**TASK DESCRIPTION**.
Your output should be the lines from the start of the data through the line containing "flex:none; width:28px; height:28px;", exactly and nothing more.
=== Begin Enclosure ===
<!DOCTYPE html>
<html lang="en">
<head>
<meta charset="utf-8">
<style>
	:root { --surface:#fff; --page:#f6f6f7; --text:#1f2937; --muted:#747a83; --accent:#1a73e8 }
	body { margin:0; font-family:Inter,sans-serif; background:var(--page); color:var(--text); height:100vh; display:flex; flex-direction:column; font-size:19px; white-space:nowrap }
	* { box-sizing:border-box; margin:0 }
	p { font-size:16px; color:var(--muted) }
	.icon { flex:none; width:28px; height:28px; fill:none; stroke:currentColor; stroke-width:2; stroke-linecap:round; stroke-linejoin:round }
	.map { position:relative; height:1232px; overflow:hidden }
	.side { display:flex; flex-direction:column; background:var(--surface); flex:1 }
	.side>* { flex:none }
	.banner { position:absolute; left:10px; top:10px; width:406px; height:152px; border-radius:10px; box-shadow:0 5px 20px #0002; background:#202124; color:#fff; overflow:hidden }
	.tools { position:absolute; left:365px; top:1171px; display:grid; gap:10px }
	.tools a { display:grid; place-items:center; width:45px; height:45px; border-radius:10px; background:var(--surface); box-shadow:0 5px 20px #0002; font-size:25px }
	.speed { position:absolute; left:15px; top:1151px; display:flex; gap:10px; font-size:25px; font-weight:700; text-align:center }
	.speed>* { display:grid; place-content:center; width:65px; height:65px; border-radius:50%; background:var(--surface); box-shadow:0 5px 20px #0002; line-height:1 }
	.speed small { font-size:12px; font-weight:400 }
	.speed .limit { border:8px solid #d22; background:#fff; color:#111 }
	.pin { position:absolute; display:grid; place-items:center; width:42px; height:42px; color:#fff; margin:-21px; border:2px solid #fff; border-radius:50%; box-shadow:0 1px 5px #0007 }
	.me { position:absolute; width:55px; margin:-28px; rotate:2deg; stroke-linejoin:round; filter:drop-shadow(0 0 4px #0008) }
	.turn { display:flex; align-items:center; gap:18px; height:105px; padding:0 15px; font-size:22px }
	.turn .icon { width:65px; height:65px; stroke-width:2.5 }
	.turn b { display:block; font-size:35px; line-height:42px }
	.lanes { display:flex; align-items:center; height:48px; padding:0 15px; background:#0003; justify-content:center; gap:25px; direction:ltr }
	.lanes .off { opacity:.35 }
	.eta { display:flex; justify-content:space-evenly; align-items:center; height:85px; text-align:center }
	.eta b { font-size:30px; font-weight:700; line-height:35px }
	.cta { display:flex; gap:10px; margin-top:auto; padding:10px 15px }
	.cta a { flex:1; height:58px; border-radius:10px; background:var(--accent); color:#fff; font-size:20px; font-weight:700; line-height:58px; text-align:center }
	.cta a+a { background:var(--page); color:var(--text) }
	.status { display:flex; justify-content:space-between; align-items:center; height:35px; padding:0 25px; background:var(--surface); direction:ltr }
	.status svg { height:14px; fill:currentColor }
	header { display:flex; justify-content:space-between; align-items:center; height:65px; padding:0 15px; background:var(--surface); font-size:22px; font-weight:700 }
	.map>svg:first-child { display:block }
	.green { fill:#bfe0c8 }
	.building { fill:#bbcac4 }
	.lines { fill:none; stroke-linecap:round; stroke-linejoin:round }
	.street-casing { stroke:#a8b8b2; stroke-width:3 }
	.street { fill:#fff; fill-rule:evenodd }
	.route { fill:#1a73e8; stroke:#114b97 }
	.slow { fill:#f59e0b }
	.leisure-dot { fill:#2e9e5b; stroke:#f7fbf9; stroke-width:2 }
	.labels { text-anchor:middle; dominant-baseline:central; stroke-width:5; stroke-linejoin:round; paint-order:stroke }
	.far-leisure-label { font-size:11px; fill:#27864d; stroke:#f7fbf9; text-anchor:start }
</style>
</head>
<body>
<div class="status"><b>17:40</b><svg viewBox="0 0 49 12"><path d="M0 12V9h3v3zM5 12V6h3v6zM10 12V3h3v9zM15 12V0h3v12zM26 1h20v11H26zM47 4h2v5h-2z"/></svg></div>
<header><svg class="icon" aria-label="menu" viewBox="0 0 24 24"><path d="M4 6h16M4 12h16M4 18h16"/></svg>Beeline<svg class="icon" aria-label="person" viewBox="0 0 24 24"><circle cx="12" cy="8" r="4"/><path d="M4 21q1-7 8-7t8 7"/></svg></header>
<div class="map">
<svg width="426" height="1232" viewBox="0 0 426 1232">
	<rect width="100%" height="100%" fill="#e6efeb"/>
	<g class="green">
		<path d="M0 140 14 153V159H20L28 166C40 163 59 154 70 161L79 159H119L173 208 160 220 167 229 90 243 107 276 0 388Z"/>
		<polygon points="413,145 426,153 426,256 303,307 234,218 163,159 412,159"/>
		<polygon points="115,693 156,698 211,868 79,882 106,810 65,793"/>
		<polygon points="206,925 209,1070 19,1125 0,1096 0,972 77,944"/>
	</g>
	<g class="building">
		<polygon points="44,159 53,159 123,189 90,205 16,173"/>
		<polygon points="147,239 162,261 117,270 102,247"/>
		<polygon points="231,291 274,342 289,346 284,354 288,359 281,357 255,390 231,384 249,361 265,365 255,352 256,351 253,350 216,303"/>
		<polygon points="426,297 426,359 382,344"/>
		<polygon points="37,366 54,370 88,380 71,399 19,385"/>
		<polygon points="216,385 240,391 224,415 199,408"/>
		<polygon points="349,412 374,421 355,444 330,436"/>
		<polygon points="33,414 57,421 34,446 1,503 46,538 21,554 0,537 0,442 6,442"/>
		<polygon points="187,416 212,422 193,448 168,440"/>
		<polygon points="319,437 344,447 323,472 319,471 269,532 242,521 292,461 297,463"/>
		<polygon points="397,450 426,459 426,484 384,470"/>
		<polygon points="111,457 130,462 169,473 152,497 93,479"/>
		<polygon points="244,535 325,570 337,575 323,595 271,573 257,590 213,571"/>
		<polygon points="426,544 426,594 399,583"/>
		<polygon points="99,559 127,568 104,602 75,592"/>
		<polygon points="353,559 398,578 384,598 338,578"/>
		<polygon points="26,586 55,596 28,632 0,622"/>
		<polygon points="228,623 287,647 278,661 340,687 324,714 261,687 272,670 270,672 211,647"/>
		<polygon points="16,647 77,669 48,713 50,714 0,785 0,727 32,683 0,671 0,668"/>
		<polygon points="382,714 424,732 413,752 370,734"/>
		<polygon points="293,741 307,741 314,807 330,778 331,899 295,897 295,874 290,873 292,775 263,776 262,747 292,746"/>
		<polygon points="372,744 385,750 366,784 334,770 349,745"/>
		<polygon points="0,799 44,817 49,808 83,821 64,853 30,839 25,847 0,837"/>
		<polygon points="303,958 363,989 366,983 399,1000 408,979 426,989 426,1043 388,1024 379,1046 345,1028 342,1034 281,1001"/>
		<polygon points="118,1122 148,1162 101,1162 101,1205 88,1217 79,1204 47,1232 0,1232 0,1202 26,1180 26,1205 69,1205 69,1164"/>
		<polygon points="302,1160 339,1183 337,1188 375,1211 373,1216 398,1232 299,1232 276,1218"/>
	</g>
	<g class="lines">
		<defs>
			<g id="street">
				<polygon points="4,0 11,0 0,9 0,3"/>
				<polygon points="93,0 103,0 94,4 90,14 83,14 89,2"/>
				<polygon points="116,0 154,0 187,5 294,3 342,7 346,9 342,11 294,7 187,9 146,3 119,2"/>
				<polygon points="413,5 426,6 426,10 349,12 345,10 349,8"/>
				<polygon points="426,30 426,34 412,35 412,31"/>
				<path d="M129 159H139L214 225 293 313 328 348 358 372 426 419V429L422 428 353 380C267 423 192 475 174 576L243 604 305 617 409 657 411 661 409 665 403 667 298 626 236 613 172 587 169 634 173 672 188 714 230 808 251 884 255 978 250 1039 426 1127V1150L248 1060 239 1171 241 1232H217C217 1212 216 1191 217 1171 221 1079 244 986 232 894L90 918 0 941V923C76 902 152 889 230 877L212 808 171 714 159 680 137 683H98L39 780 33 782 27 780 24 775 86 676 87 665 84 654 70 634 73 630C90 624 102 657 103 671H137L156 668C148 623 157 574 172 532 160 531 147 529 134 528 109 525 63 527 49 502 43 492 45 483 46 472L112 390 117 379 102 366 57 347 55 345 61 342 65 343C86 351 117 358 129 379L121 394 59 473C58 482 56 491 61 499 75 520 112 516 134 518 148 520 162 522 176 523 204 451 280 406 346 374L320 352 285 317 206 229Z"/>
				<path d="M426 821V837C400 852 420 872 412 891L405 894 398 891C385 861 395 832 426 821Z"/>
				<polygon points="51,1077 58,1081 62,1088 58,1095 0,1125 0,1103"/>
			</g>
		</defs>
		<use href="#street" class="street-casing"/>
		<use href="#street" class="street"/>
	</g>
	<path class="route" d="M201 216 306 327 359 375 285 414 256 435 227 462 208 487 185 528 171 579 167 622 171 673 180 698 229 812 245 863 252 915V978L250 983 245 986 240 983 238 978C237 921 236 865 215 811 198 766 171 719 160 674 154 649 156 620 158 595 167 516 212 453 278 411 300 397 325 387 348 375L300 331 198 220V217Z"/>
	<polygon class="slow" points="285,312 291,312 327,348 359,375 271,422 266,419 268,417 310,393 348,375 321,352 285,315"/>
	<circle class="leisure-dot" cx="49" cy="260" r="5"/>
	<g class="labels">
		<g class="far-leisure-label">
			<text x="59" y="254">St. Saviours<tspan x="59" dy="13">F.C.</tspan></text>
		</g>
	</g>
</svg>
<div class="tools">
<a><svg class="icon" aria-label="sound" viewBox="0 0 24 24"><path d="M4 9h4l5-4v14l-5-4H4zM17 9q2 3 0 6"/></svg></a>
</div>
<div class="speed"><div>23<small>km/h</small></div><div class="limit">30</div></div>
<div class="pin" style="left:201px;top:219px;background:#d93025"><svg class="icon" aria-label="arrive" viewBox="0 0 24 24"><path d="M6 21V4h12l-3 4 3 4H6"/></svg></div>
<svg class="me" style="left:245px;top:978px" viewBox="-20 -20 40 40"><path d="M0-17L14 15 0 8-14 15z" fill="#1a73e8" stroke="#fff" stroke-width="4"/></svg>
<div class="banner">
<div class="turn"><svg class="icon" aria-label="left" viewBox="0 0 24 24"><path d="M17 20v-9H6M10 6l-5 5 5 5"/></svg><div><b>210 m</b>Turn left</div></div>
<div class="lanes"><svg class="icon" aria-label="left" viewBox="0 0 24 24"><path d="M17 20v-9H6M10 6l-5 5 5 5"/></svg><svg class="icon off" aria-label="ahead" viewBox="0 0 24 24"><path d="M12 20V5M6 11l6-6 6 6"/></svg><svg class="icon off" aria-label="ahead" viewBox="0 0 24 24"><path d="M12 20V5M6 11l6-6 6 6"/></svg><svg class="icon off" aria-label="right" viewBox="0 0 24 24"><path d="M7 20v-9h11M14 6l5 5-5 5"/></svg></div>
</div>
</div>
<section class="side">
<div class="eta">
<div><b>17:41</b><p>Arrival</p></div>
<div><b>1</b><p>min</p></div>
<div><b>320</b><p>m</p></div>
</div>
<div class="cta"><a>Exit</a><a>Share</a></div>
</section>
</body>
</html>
=== End Enclosure ===
**ANSWER**.
<!DOCTYPE html>
<html lang="en">
<head>
<meta charset="utf-8">
<style>
	:root { --surface:#fff; --page:#f6f6f7; --text:#1f2937; --muted:#747a83; --accent:#1a73e8 }
	body { margin:0; font-family:Inter,sans-serif; background:var(--page); color:var(--text); height:100vh; display:flex; flex-direction:column; font-size:19px; white-space:nowrap }
	* { box-sizing:border-box; margin:0 }
	p { font-size:16px; color:var(--muted) }
	.icon { flex:none; width:28px; height:28px; fill:none; stroke:currentColor; stroke-width:2; stroke-linecap:round; stroke-linejoin:round }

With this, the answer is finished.